◆ EXERCISE
From the entries below, count the lines holding the word "body" and give nothing but the number.

◆ Dataset items

****************

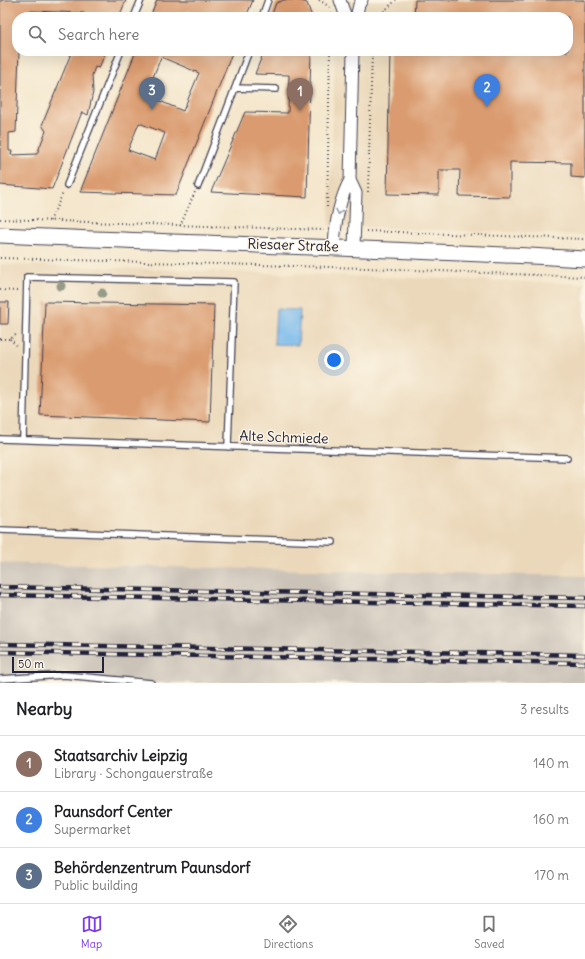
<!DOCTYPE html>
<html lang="en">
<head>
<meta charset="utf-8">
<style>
  :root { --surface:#fff; --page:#f6f6f6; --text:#202124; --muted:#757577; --line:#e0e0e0; --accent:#7c3aed }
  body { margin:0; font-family:Delius,sans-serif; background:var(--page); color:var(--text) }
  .scale { position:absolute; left:12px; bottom:10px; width:92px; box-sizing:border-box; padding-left:4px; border:2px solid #22223b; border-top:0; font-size:11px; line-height:14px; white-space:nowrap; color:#22223b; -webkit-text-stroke:3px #fcf5e5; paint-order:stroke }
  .you { position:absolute; left:334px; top:360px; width:14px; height:14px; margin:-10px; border:3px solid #fff; border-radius:50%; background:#1a73e8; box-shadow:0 0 0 6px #1a73e833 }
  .badge { display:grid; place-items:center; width:26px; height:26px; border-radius:50%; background:var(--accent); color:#fff; font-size:13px; font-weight:700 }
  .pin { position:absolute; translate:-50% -33px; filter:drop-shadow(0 1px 2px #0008) }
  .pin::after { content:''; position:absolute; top:21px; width:14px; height:12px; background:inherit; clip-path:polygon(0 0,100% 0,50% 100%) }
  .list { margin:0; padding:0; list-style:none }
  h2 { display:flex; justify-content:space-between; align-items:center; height:52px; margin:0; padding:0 16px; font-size:17px }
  h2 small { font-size:13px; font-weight:400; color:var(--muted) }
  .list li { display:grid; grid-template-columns:26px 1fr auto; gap:12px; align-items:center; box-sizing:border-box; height:56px; padding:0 16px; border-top:1px solid var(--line) }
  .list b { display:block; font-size:15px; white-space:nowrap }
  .list p { margin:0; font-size:13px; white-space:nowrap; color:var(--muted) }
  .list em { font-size:13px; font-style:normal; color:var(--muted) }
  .icon { flex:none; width:22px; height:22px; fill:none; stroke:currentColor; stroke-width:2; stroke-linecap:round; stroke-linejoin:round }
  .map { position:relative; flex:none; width:585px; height:683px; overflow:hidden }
  .search { position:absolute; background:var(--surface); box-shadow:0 4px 16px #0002; left:12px; right:12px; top:12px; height:44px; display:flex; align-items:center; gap:10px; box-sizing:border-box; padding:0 14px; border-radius:16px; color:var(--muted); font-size:15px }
  .sheet { height:220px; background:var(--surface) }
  nav { display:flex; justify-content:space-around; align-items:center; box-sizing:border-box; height:56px; border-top:1px solid var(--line); background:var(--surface); font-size:11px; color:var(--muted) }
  nav a { display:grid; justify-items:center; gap:2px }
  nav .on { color:var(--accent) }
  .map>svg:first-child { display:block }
</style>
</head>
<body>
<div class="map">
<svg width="585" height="683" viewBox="0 0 585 683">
  <rect width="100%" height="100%" fill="#fcf5e5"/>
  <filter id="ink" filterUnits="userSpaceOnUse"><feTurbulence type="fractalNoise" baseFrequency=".025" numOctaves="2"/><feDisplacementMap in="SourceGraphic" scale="8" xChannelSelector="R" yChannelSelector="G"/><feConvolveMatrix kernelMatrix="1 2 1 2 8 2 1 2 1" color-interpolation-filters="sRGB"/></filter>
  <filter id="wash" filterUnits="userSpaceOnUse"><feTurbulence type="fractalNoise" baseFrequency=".012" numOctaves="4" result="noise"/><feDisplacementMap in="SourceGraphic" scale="16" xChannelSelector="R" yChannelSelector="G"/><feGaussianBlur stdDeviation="0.9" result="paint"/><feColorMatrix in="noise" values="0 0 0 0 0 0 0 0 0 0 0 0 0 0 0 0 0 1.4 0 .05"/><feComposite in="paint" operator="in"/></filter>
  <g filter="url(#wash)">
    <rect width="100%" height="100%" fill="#f4e7cd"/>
    <!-- built -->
    <path fill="#ebd8ba" d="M339,0H585V235L329,226L335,51H568V17H337Z
      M0,264L585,284V576L0,563Z"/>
    <!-- industrial -->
    <path fill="#cbc3b8" d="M0,563L585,576V683H0Z"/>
    <!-- water -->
    <path fill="#78b9ed" stroke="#4d6e94" d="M276,309L300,310L298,345L274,344Z"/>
    <g id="blocks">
      <!-- building -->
      <path fill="#da9b6f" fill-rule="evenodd" d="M3,0H126L119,17H84V13L30,11V15L26,17H17V51H19L16,132L9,133V151H12L11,155L37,154L46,131L42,125L72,51H106L99,68L95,67L92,75L93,92L88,115L82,112L52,189L0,185V1Z
        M157,0H253L246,17H203L187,11L185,17H150Z
        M284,0H298L307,3L312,17H271L276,3Z
        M415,0H585V178L571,177V163L510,162V197L459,196L460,170H439V195L387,194L390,51H568V17H414Z
        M136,51H233L176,195L80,192ZM161,57L199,73L183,111L146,95ZM139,123L165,133L155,160L128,150Z
        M264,51H311L307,197L211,192L245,112L288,113L289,75L255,74Z
        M0,302H9L8,324H0Z
        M45,302L214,305L210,422L40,415Z"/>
    </g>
  </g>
  <g filter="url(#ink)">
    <use href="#blocks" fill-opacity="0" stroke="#424051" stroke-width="1"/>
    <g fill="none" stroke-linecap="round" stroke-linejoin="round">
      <!-- lane casing -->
      <g stroke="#424051" stroke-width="8">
        <path id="lane" d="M134,17L141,0
          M262,17L268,0
          M235,88L276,89
          M67,185L121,51
          M198,186L249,51
          M0,439L567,458
          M23,439L27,277L234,282L228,447
          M0,530L333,542
          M0,679L64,675L151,683"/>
      </g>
      <!-- street casing -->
      <g stroke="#424051" stroke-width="13">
        <path id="street" d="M340,0L346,17
          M356,17L359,5L362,0
          M353,51L350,180L356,193L354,247
          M334,247C335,224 339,200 350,180"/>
      </g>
      <!-- secondary casing -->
      <g stroke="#424051" stroke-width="17">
        <path id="secondary" d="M0,235C195,244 390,248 585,259"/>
      </g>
      <!-- path -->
      <path stroke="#424051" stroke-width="2" stroke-dasharray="1 3" stroke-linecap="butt" d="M319,0L330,7
        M331,17V10
        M378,17L396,0
        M368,192L372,51
        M327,207L330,51
        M0,219L324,230
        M50,221L63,193
        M180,226L195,192
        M366,231L585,239
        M0,258L367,268L585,277
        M0,290L18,291
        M0,339H10L17,334
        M10,339L16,345"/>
      <!-- lane -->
      <use href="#lane" stroke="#fff" stroke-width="5.5"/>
      <!-- street -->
      <use href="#street" stroke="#fff" stroke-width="11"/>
      <!-- secondary -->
      <use href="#secondary" stroke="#fff" stroke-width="15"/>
      <!-- rail casing -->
      <g stroke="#22223b" stroke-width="4.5">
        <path id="rail" d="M0,587L585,598
          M0,595L585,606
          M0,644L585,655
          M0,652L585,663"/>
      </g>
      <!-- rail -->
      <use href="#rail" stroke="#fcf5e5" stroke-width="3" stroke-dasharray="9" stroke-linecap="butt"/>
    </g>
    <!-- trees -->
    <g fill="#969b89">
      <circle cx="61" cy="286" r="4.5"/>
      <circle cx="102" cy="293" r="4.5"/>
    </g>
    <!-- one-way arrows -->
    <defs><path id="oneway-chevron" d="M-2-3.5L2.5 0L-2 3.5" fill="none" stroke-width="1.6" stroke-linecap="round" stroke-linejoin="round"/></defs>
    <use stroke="#9c9ca7" href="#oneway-chevron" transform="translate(339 212) rotate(101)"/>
  </g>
  <g text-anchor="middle" stroke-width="3" stroke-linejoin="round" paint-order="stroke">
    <!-- street labels -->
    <g font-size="14" fill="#22223b" stroke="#fcf5e5">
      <text transform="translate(293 245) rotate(2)" y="5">Riesaer Straße</text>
      <text transform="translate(284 437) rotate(2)" y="5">Alte Schmiede</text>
    </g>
  </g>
</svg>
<div class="scale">50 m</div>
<div class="you"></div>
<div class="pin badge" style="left:300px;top:111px;background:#8d6e63">1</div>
<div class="pin badge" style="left:487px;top:107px;background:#3f7fe0">2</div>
<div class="pin badge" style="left:152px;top:110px;background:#5c6f8a">3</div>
<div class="search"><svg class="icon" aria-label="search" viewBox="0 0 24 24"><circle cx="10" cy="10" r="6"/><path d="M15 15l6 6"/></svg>Search here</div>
</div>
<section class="sheet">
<h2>Nearby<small>3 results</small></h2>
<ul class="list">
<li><span class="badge" style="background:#8d6e63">1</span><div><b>Staatsarchiv Leipzig</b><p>Library · Schongauerstraße</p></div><em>140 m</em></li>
<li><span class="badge" style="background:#3f7fe0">2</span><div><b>Paunsdorf Center</b><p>Supermarket</p></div><em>160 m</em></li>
<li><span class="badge" style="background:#5c6f8a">3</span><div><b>Behördenzentrum Paunsdorf</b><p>Public building</p></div><em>170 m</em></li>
</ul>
</section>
<nav>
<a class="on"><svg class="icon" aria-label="map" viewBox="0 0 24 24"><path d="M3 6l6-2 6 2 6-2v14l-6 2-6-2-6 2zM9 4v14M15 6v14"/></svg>Map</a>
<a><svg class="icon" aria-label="directions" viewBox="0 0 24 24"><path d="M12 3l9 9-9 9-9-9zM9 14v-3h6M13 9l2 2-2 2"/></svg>Directions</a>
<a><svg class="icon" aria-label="saved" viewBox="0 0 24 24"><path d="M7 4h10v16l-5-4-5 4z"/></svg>Saved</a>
</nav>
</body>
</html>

****************

◆ WRITTEN SOLUTION
3